Start of Material for the task
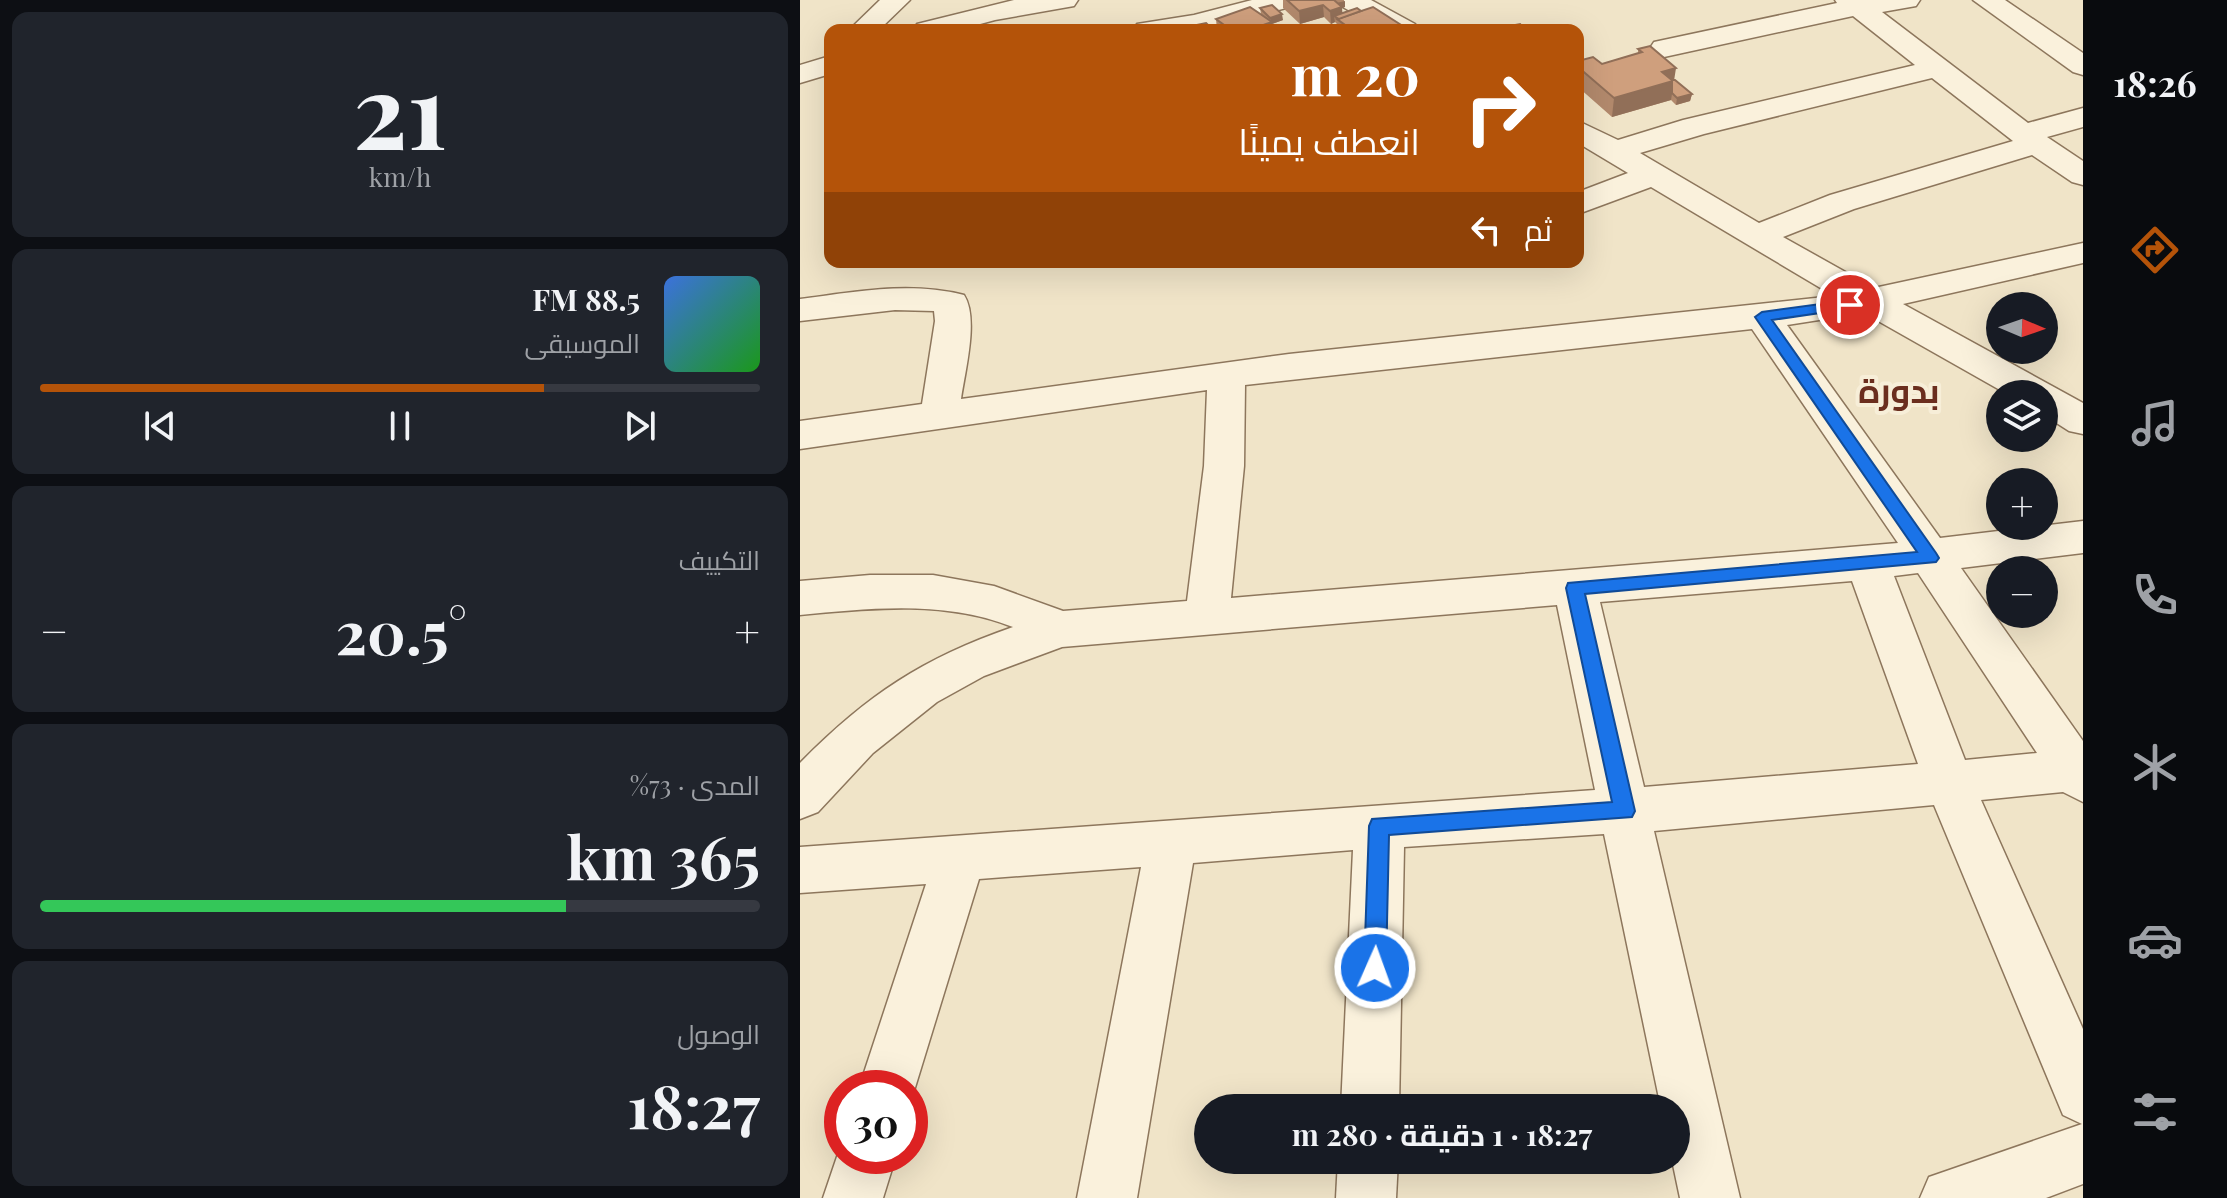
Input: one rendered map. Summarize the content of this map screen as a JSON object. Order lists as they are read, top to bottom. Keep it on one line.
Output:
{"districts":["بدورة"],"north":"right","page":{"tabs":"18:26","tile":[["21","km/h"],"التكييف",["المدى · 73%","365 km"],["الوصول","18:27"]],"turn":["20 m","انعطف يمينًا"],"then":"ثم","song":["88.5 FM","الموسيقى"],"map_buttons":["+","−"],"heat":["−","20.5°","+"],"limit":"30","trip":"18:27 · 1 دقيقة · 280 m"}}
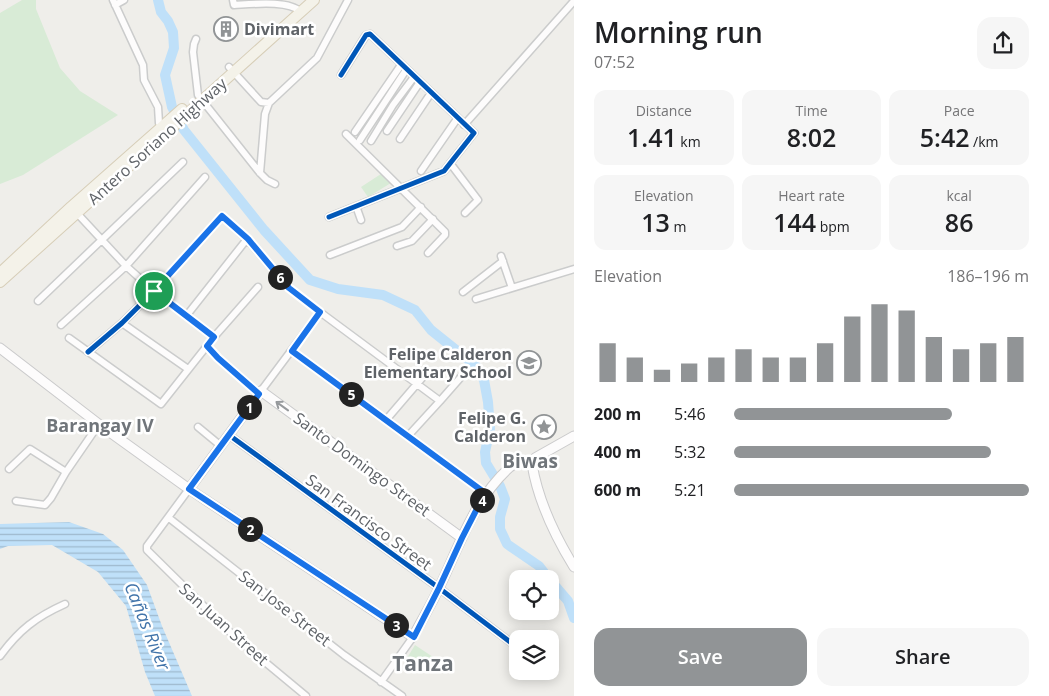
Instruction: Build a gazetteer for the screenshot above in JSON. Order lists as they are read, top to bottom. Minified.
{"streets":{"main road":["Antero Soriano Highway","Santo Domingo Street"],"street":["San Francisco Street","San Jose Street","San Juan Street"]},"crossings":[["San Jose Street","San Juan Street"]],"one_way":["Santo Domingo Street"],"districts":["Barangay IV","Biwas","Tanza"],"water":["Cañas River"],"places":{"building":["Divimart"],"school or university":["Felipe Calderon Elementary School"],"place":["Felipe G. Calderon"]},"page":{"heading":["Morning run","07:52"],"stats":[["Distance","1.41 km"],["Time","8:02"],["Pace","5:42 /km"],["Elevation","13 m"],["Heart rate","144 bpm"],["kcal","86"]],"chart":["Elevation","186–196 m"],"pins":["6","5","1","4","2","3"],"list":[{"name":"200 m","note":"5:46"},{"name":"400 m","note":"5:32"},{"name":"600 m","note":"5:21"}],"buttons":["Save","Share"]}}
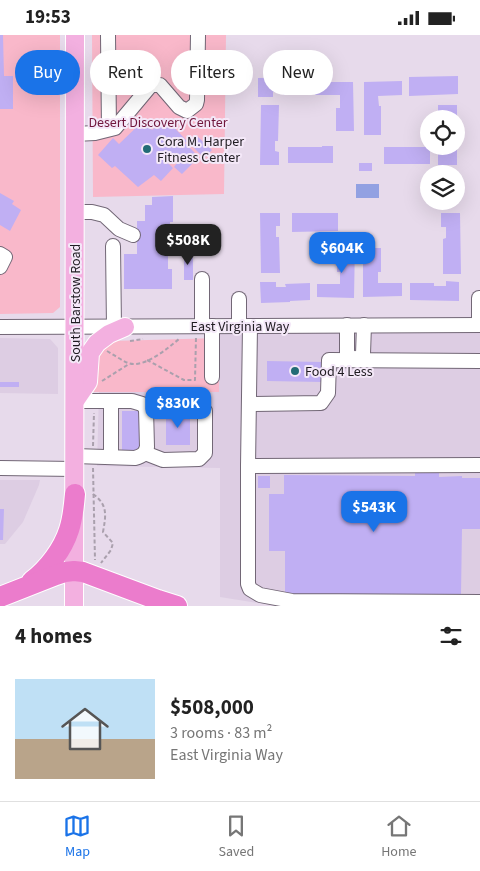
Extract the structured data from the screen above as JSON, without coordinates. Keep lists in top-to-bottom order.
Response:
{
  "streets": {
    "main road": ["South Barstow Road"],
    "street": ["East Virginia Way"]
  },
  "crossings": [
    ["South Barstow Road", "East Virginia Way"]
  ],
  "parks": ["Desert Discovery Center"],
  "places": ["Cora M. Harper Fitness Center", "Food 4 Less"],
  "page": {
    "status": "19:53",
    "chip": [
      "Buy",
      "Rent",
      "Filters",
      "New"
    ],
    "price": [
      "$508K",
      "$604K",
      "$830K",
      "$543K"
    ],
    "heading": "4 homes",
    "list": [
      {
        "name": "$508,000",
        "note": "3 rooms · 83 m² · East Virginia Way"
      }
    ],
    "tabs": ["Map", "Saved", "Home"]
  }
}
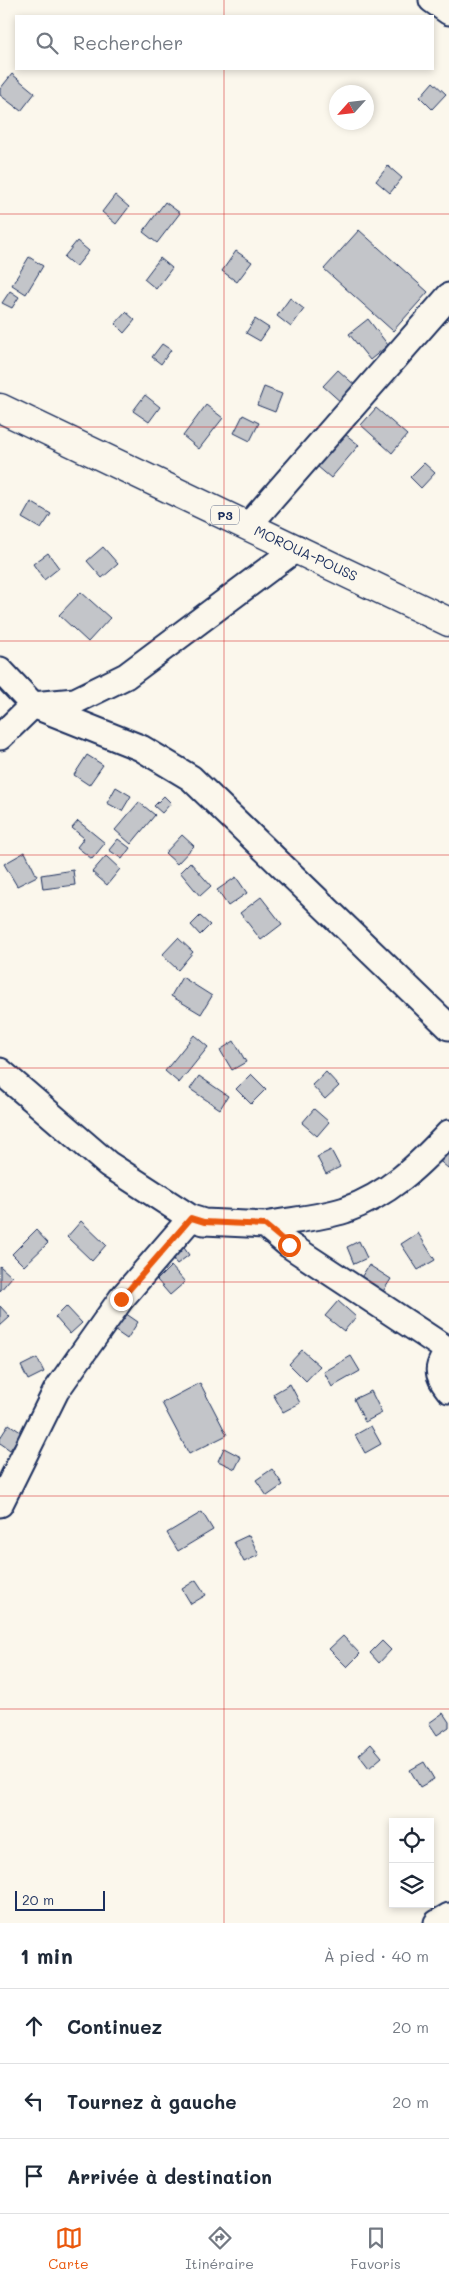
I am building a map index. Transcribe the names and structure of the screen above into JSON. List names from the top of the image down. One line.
{"streets":{"main road":["P3","MOROUA-POUSS"]},"scale_bar":"20 m","north":"bottom left","page":{"search":"Rechercher","scale":"20 m","heading":["1 min","À pied · 40 m"],"list":[["Continuez","20 m"],["Tournez à gauche","20 m"],"Arrivée à destination"],"nav":["Carte","Itinéraire","Favoris"]}}
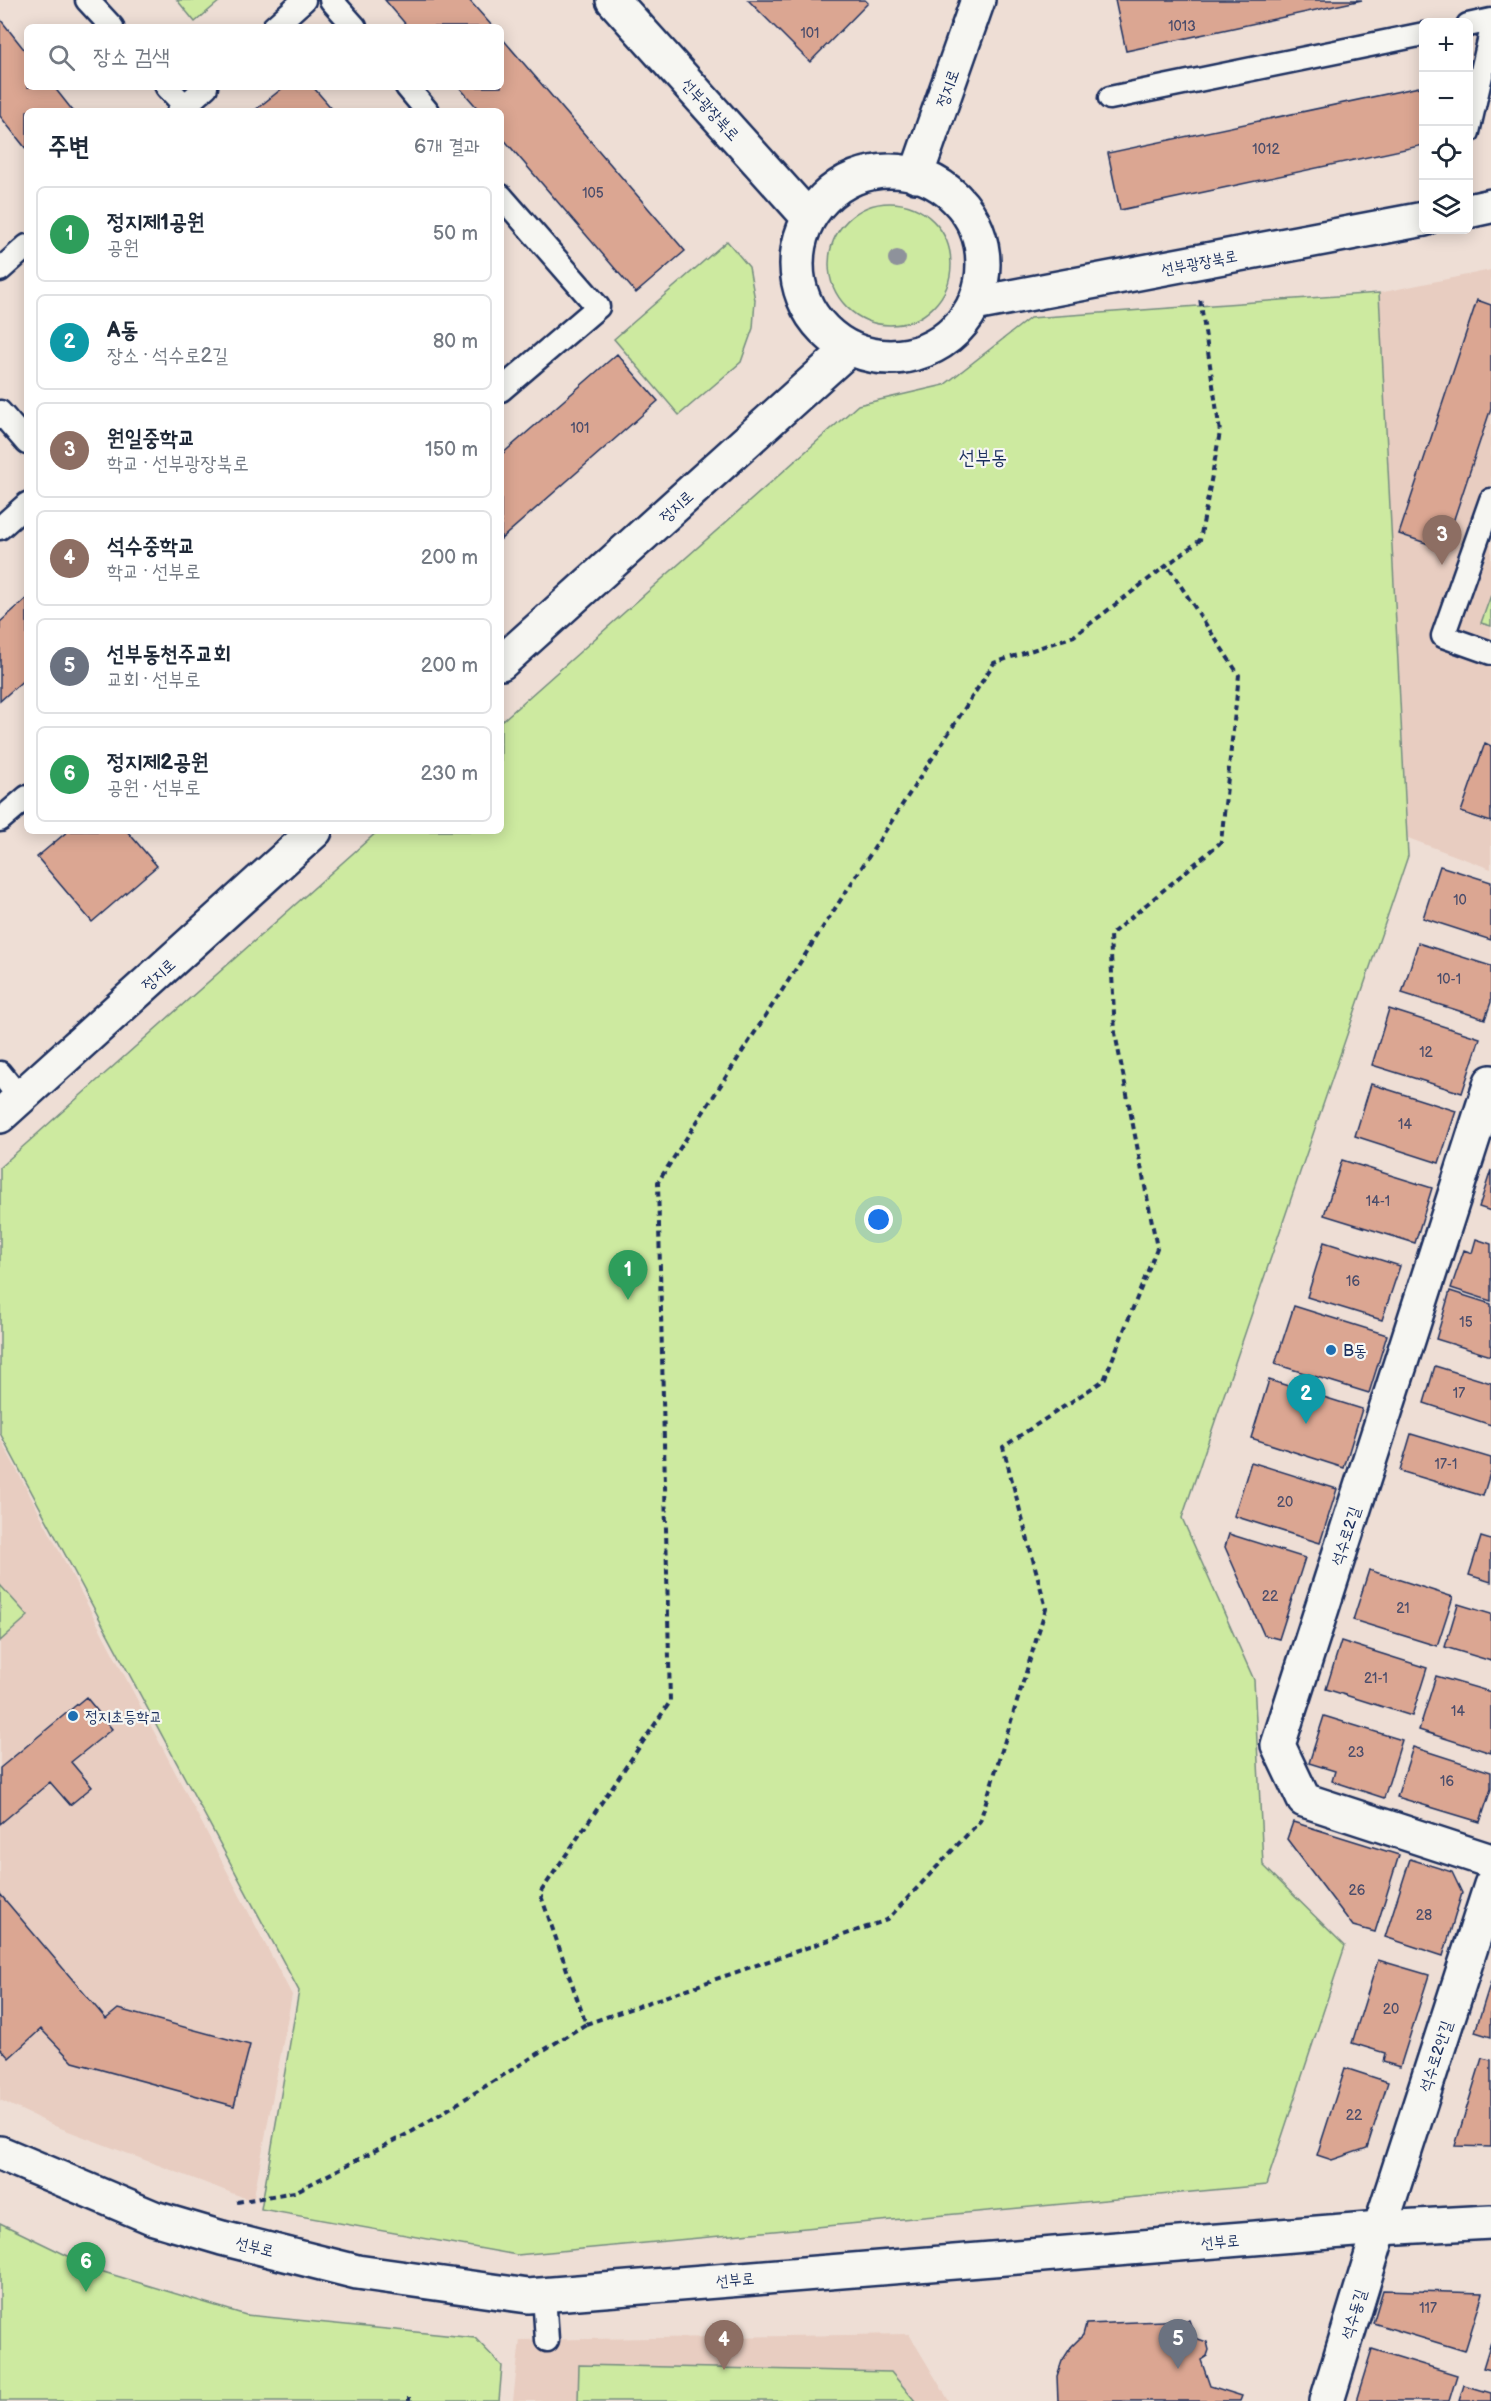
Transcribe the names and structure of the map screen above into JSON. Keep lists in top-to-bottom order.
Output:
End of Material for the task
Goal of the exercise =>
A word-for-word restatement of all the lines above is needed, with the pictures omitted.

Task solution =>
Input: one rendered map. Summarize the content of this map screen as a JSON object. Order lists as they are read, top to bottom. Keep it on one line.
Output:
{"districts":["بدورة"],"north":"right","page":{"tabs":"18:26","tile":[["21","km/h"],"التكييف",["المدى · 73%","365 km"],["الوصول","18:27"]],"turn":["20 m","انعطف يمينًا"],"then":"ثم","song":["88.5 FM","الموسيقى"],"map_buttons":["+","−"],"heat":["−","20.5°","+"],"limit":"30","trip":"18:27 · 1 دقيقة · 280 m"}}
Instruction: Build a gazetteer for the screenshot above in JSON. Order lists as they are read, top to bottom. Minified.
{"streets":{"main road":["Antero Soriano Highway","Santo Domingo Street"],"street":["San Francisco Street","San Jose Street","San Juan Street"]},"crossings":[["San Jose Street","San Juan Street"]],"one_way":["Santo Domingo Street"],"districts":["Barangay IV","Biwas","Tanza"],"water":["Cañas River"],"places":{"building":["Divimart"],"school or university":["Felipe Calderon Elementary School"],"place":["Felipe G. Calderon"]},"page":{"heading":["Morning run","07:52"],"stats":[["Distance","1.41 km"],["Time","8:02"],["Pace","5:42 /km"],["Elevation","13 m"],["Heart rate","144 bpm"],["kcal","86"]],"chart":["Elevation","186–196 m"],"pins":["6","5","1","4","2","3"],"list":[{"name":"200 m","note":"5:46"},{"name":"400 m","note":"5:32"},{"name":"600 m","note":"5:21"}],"buttons":["Save","Share"]}}
Extract the structured data from the screen above as JSON, without coordinates. Keep lists in top-to-bottom order.
Response:
{
  "streets": {
    "main road": ["South Barstow Road"],
    "street": ["East Virginia Way"]
  },
  "crossings": [
    ["South Barstow Road", "East Virginia Way"]
  ],
  "parks": ["Desert Discovery Center"],
  "places": ["Cora M. Harper Fitness Center", "Food 4 Less"],
  "page": {
    "status": "19:53",
    "chip": [
      "Buy",
      "Rent",
      "Filters",
      "New"
    ],
    "price": [
      "$508K",
      "$604K",
      "$830K",
      "$543K"
    ],
    "heading": "4 homes",
    "list": [
      {
        "name": "$508,000",
        "note": "3 rooms · 83 m² · East Virginia Way"
      }
    ],
    "tabs": ["Map", "Saved", "Home"]
  }
}
I am building a map index. Transcribe the names and structure of the screen above into JSON. List names from the top of the image down. One line.
{"streets":{"main road":["P3","MOROUA-POUSS"]},"scale_bar":"20 m","north":"bottom left","page":{"search":"Rechercher","scale":"20 m","heading":["1 min","À pied · 40 m"],"list":[["Continuez","20 m"],["Tournez à gauche","20 m"],"Arrivée à destination"],"nav":["Carte","Itinéraire","Favoris"]}}
Transcribe the names and structure of the map screen above into JSON. Keep lists in top-to-bottom order.
Output:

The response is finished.